A behind-the-scenes look at Broadcom's design labs

(techbrew.com)

13 points | by giuliomagnifico 10 days ago ago

7 comments

  • rkagerer 2 days ago ago

    Given Broadcom's history (exemplified by the VMware debacle) I expect their "design" lab resembles a boardroom full of MBA's plotting how to milk the last drop.

  • DiabloD3 a day ago ago

    Man, given Broadcom's history, I wouldn't want their products in a datacenter I owned, purely out of spite. I don't care if Trident, Tomahawk, etc basically run the world, there are still alternatives that perform just as well.

  • supermatt 2 days ago ago

    Probably naive question: They talk a lot about how these network switches are geared for "AI data centers" - AI is mentioned at least once in almost every paragraph. How/why would these switches for the "AI world" differ from any other high performance and low latency switch?

    • DiabloD3 a day ago ago

      Because AI is pushing Ethernet standards exclusively for universal RDMA use.

      The minimum to get into this party is already have 400gbE (QSFP 112) or 800 (QSFP-DD 112 and QSFP 224) and already working on 800 (QSFP-DD 112) or 1600 (QSFP-DD 224).

      Broadcom doesn't belong to any of the AI-era SIGs, so they're trying to drag their networking fabric stuff up to speed to match, but they do belong to Ethernet Alliance and technically the IBTA (but the IBTA is no longer relevant since Nvidia bought Mellanox).

      The SIG they need to belong to is the UALink Consortium, which is moving past simply RoCE/iWARP-style RDMA over Ethernet to CPU bus over Ethernet. In other words, Ultra Ethernet is trying to do multi-vendor super-computer stuff like how AMD did Hypertransport over Mellanox circa 2001-2015 (and this is why Nvidia bought Mellanox btw, they wanted to deprive AMD of an advantage that they no longer needed... they had already moved to external PCI-E fabric to replace Mellanox, and thus the brand switch to Infinity Fabric).
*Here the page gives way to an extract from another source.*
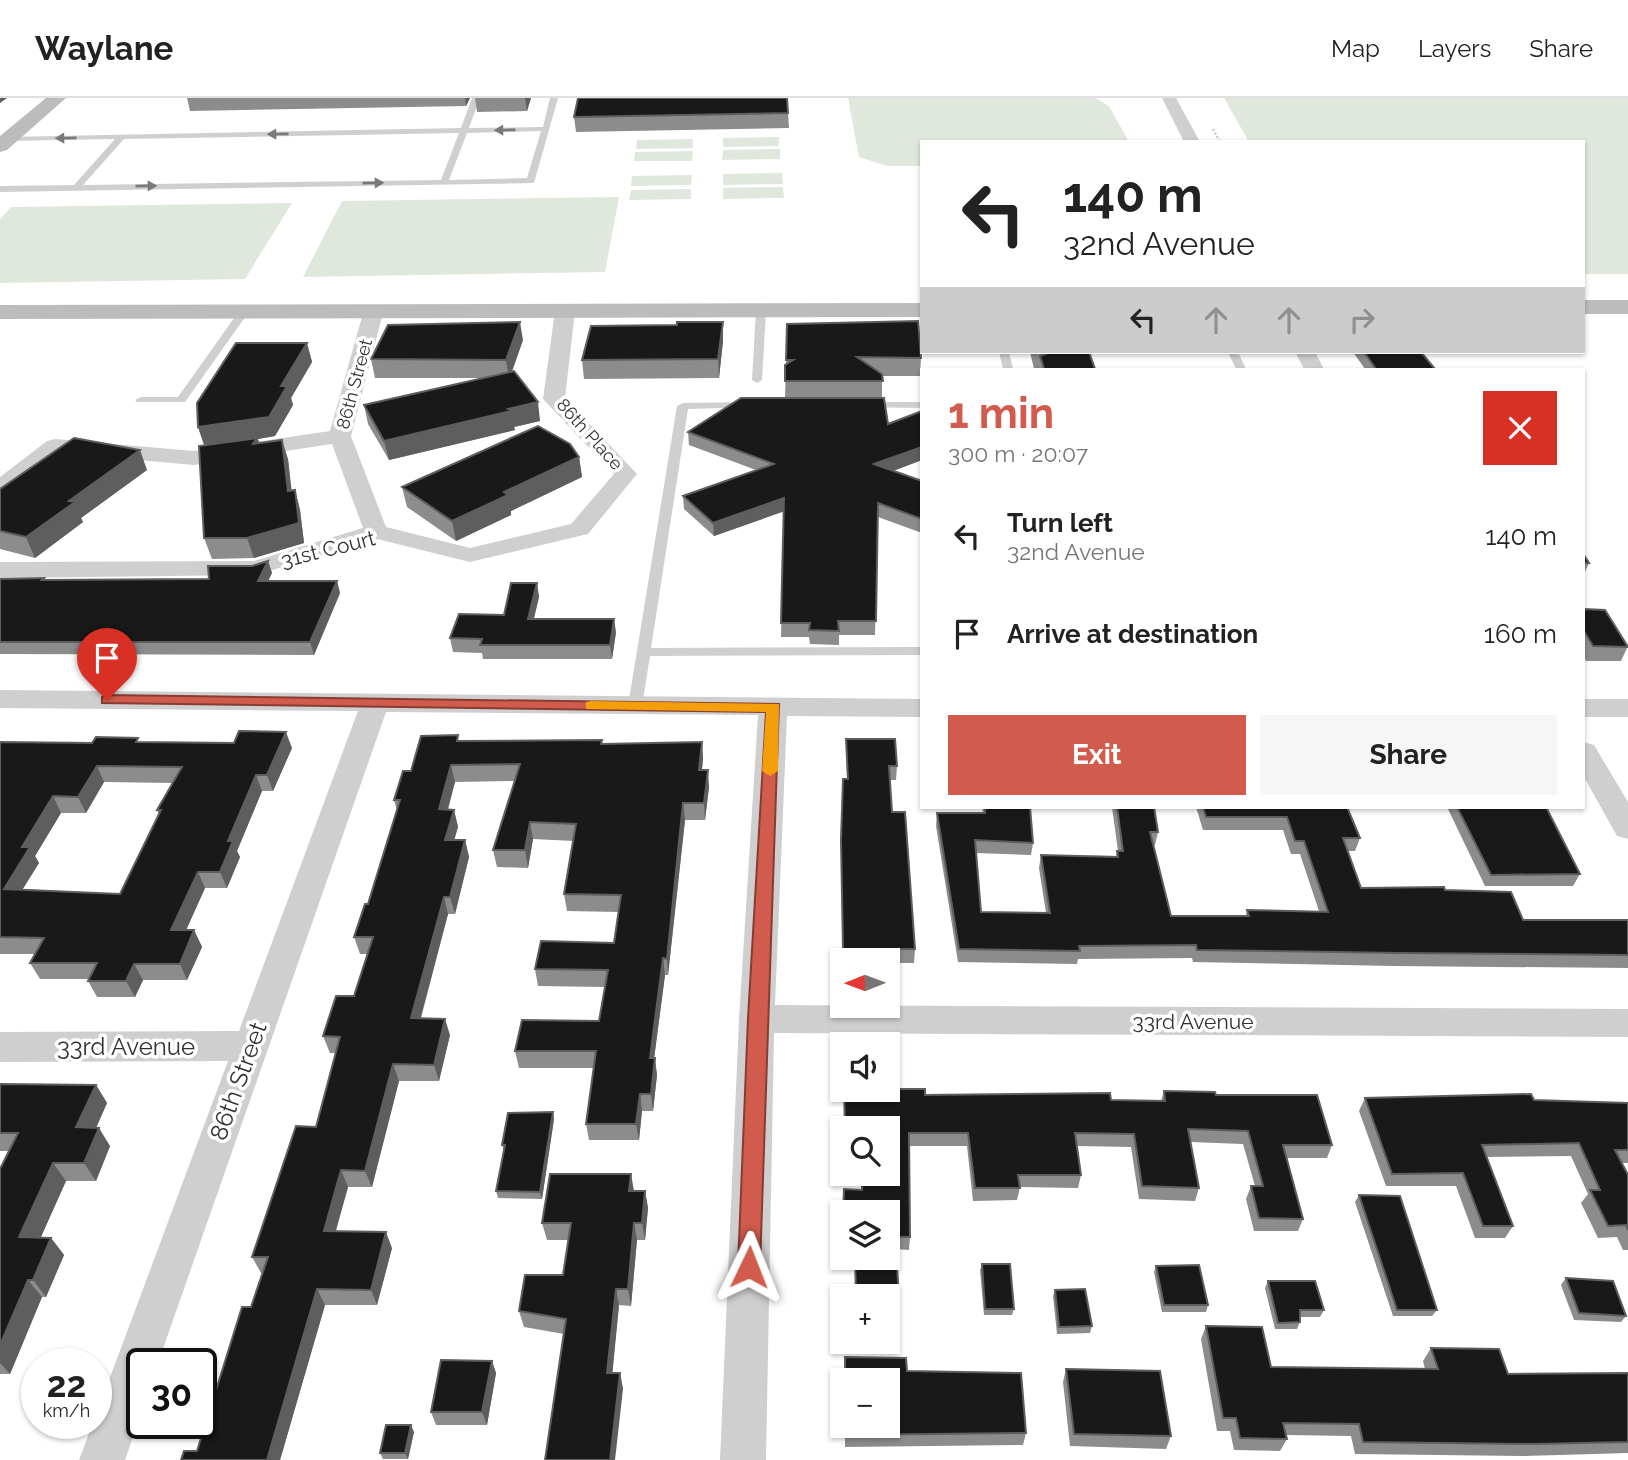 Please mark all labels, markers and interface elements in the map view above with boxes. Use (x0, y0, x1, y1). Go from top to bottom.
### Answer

      UALink is a socket-to-socket protocol that is PHY independent, and can use CXL (common with Intel-focused supercomputing), PCI-E (PCI over PCI-E, ie, normal non-CCNUMA hardware being babysat by the local CPU), InfinityFabric/XGMI (AMD CPU, AMD GPU), and others, while having native support for RDMA over Ultra Ethernet (200gbE and up) to glue clusters together across NUMA/UALink domains.
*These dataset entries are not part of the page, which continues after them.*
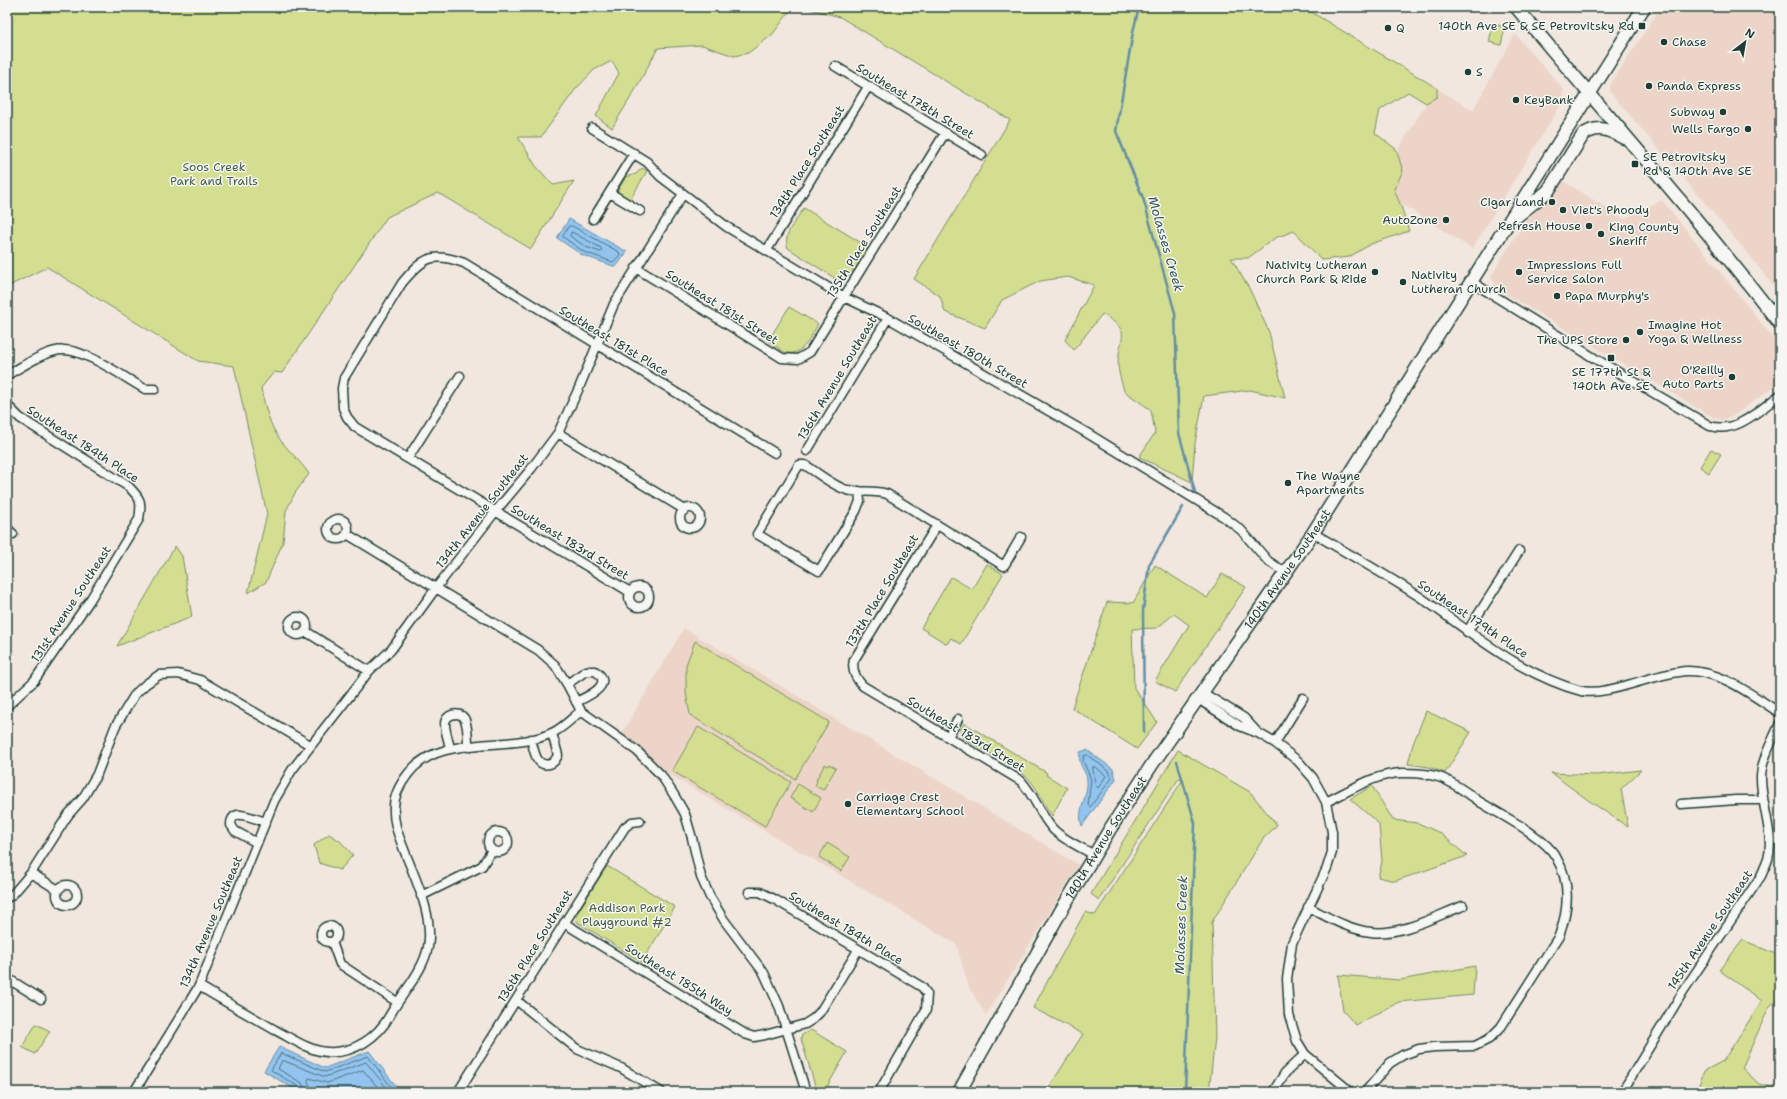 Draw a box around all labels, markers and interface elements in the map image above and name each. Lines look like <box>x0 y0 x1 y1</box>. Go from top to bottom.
place label: 140th Ave SE & SE Petrovitsky Rd <box>1438 18 1634 34</box>
place label: Q <box>1396 20 1405 36</box>
marker: 140th Ave SE & SE Petrovitsky Rd <box>1637 21 1647 31</box>
north arrow <box>1725 22 1765 62</box>
marker: Q <box>1383 23 1393 33</box>
text: N <box>1742 25 1758 43</box>
place label: Chase <box>1672 34 1707 50</box>
marker: Chase <box>1659 37 1669 47</box>
street label: Southeast 178th Street <box>853 59 977 143</box>
place label: S <box>1476 64 1483 80</box>
marker: S <box>1463 67 1473 77</box>
place label: Panda Express <box>1657 78 1741 94</box>
marker: Panda Express <box>1644 81 1654 91</box>
place label: KeyBank <box>1524 92 1573 108</box>
marker: KeyBank <box>1511 95 1521 105</box>
street label: 134th Place Southeast <box>766 103 848 221</box>
place label: Subway <box>1670 104 1715 120</box>
marker: Subway <box>1718 107 1728 117</box>
place label: Wells Fargo <box>1672 121 1740 137</box>
marker: Wells Fargo <box>1743 124 1753 134</box>
place label: SE Petrovitsky Rd & 140th Ave SE <box>1643 149 1752 179</box>
park label: Soos Creek Park and Trails <box>170 159 258 189</box>
marker: SE Petrovitsky Rd & 140th Ave SE <box>1630 159 1640 169</box>
street label: 135th Place Southeast <box>823 183 905 301</box>
water label: Molasses Creek <box>1144 194 1188 294</box>
place label: Cigar Land <box>1480 194 1544 210</box>
marker: Cigar Land <box>1547 197 1557 207</box>
place label: Viet's Phoody <box>1571 202 1649 218</box>
marker: Viet's Phoody <box>1558 205 1568 215</box>
place label: AutoZone <box>1382 212 1438 228</box>
marker: AutoZone <box>1441 215 1451 225</box>
place label: Refresh House <box>1498 218 1581 234</box>
place label: King County Sheriff <box>1609 219 1679 249</box>
marker: Refresh House <box>1584 221 1594 231</box>
marker: King County Sheriff <box>1596 229 1606 239</box>
place label: Nativity Lutheran Church Park & Ride <box>1256 257 1367 287</box>
place label: Impressions Full Service Salon <box>1527 257 1622 287</box>
street label: Southeast 181st Street <box>663 266 781 348</box>
marker: Nativity Lutheran Church Park & Ride <box>1370 267 1380 277</box>
place label: Nativity Lutheran Church <box>1411 267 1506 297</box>
marker: Impressions Full Service Salon <box>1514 267 1524 277</box>
marker: Nativity Lutheran Church <box>1398 277 1408 287</box>
place label: Papa Murphy's <box>1565 288 1649 304</box>
marker: Papa Murphy's <box>1552 291 1562 301</box>
street label: Southeast 181st Place <box>556 302 672 380</box>
street label: Southeast 180th Street <box>905 310 1031 392</box>
street label: 136th Avenue Southeast <box>794 313 880 443</box>
place label: Imagine Hot Yoga & Wellness <box>1648 317 1742 347</box>
marker: Imagine Hot Yoga & Wellness <box>1635 327 1645 337</box>
place label: The UPS Store <box>1537 332 1618 348</box>
marker: The UPS Store <box>1621 335 1631 345</box>
marker: SE 177th St & 140th Ave SE <box>1606 353 1616 363</box>
place label: O'Reilly Auto Parts <box>1662 362 1724 392</box>
place label: SE 177th St & 140th Ave SE <box>1572 364 1651 394</box>
marker: O'Reilly Auto Parts <box>1727 372 1737 382</box>
street label: Southeast 184th Place <box>24 402 142 486</box>
street label: 134th Avenue Southeast <box>432 450 532 572</box>
place label: The Wayne Apartments <box>1296 468 1365 498</box>
marker: The Wayne Apartments <box>1283 478 1293 488</box>
street label: Southeast 183rd Street <box>508 500 632 584</box>
street label: 140th Avenue Southeast <box>1240 506 1334 632</box>
street label: 137th Place Southeast <box>842 531 922 651</box>
street label: 131st Avenue Southeast <box>27 542 115 666</box>
street label: Southeast 179th Place <box>1415 576 1532 662</box>
street label: Southeast 183rd Street <box>904 692 1028 776</box>
street label: 140th Avenue Southeast <box>1062 773 1151 902</box>
place label: Carriage Crest Elementary School <box>856 789 964 819</box>
marker: Carriage Crest Elementary School <box>843 799 853 809</box>
street label: 134th Avenue Southeast <box>176 854 246 990</box>
street label: 145th Avenue Southeast <box>1664 867 1756 993</box>
water label: Molasses Creek <box>1171 875 1191 975</box>
street label: 136th Place Southeast <box>494 887 576 1005</box>
street label: Southeast 184th Place <box>786 888 906 969</box>
park label: Addison Park Playground #2 <box>582 900 672 930</box>
street label: Southeast 185th Way <box>622 939 736 1019</box>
      The UALink Consortium was founded by Alibaba, AMD, Apple, Astera Labs, AWS, Cisco, Google, Hewlett Packard Enterprise, Intel, Meta, Microsoft and Synopsys... notice the lack of Broadcom in that list. Nvidia is also not a member of this, as they desperately want a moat to keep the rest of the industry out.

    • m4rtink a day ago ago

      Cost 2x as much, have a sticker saying "AI" but are otherwise thew same.
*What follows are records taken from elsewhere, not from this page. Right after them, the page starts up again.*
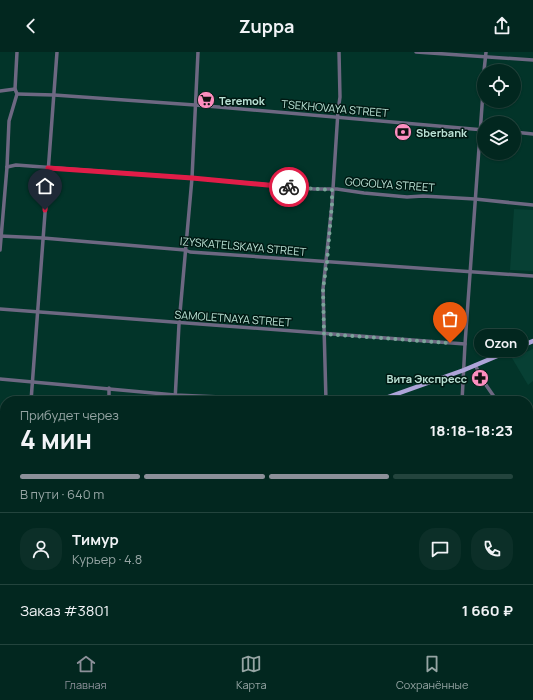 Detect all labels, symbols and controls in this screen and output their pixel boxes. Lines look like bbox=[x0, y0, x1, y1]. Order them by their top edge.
text: Zuppa bbox=[239, 14, 294, 38]
icon: back bbox=[20, 15, 42, 37]
icon: share bbox=[491, 15, 513, 37]
map controls bbox=[477, 64, 521, 160]
button: locate bbox=[477, 64, 521, 108]
supermarket icon: Teremok bbox=[196, 90, 216, 110]
place label: Teremok bbox=[219, 93, 266, 108]
street label: TSEKHOVAYA STREET bbox=[281, 96, 390, 120]
button: layers bbox=[477, 116, 521, 160]
bank icon: Sberbank bbox=[393, 122, 413, 142]
place label: Sberbank bbox=[416, 125, 468, 140]
courier bbox=[269, 167, 309, 207]
pin bbox=[28, 169, 62, 210]
street label: GOGOLYA STREET bbox=[345, 173, 436, 195]
icon: home bbox=[34, 175, 56, 197]
icon: bike bbox=[278, 176, 300, 198]
street label: IZYSKATELSKAYA STREET bbox=[179, 233, 307, 259]
pin bbox=[433, 302, 467, 343]
street label: SAMOLETNAYA STREET bbox=[174, 306, 292, 330]
icon: bag bbox=[439, 308, 461, 330]
callout: Ozon bbox=[474, 329, 528, 357]
text: Ozon bbox=[485, 334, 517, 352]
pharmacy icon: Вита Экспресс bbox=[470, 368, 490, 388]
place label: Вита Экспресс bbox=[386, 371, 467, 386]
text: Прибудет через bbox=[20, 406, 119, 424]
text: 18:18–18:23 bbox=[430, 420, 513, 441]
text: 4 мин bbox=[20, 421, 92, 457]
text: В пути · 640 m bbox=[20, 485, 104, 503]
button: person bbox=[20, 528, 62, 570]
button: chat bbox=[419, 528, 461, 570]
button: phone bbox=[471, 528, 513, 570]
text: Тимур bbox=[72, 529, 119, 550]
text: Курьер · 4.8 bbox=[72, 550, 142, 568]
text: Заказ #3801 bbox=[20, 600, 109, 621]
text: 1 660 ₽ bbox=[462, 600, 513, 621]
tab: Главная bbox=[65, 653, 107, 692]
tab: Карта bbox=[236, 653, 267, 692]
tab: Сохранённые bbox=[396, 653, 468, 692]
    • giuliomagnifico 2 days ago ago

      The article never said that these switch are “made for AI”, instead it says that due to the high demand of chips for AI workloads, the data centers need lots of switches to connect all the units.

      • supermatt a day ago ago

        I never said “made for AI”. The terms I used come directly from the article - where they are literally talking about developing switches for AI data centers. My question was how/why the needs would differ.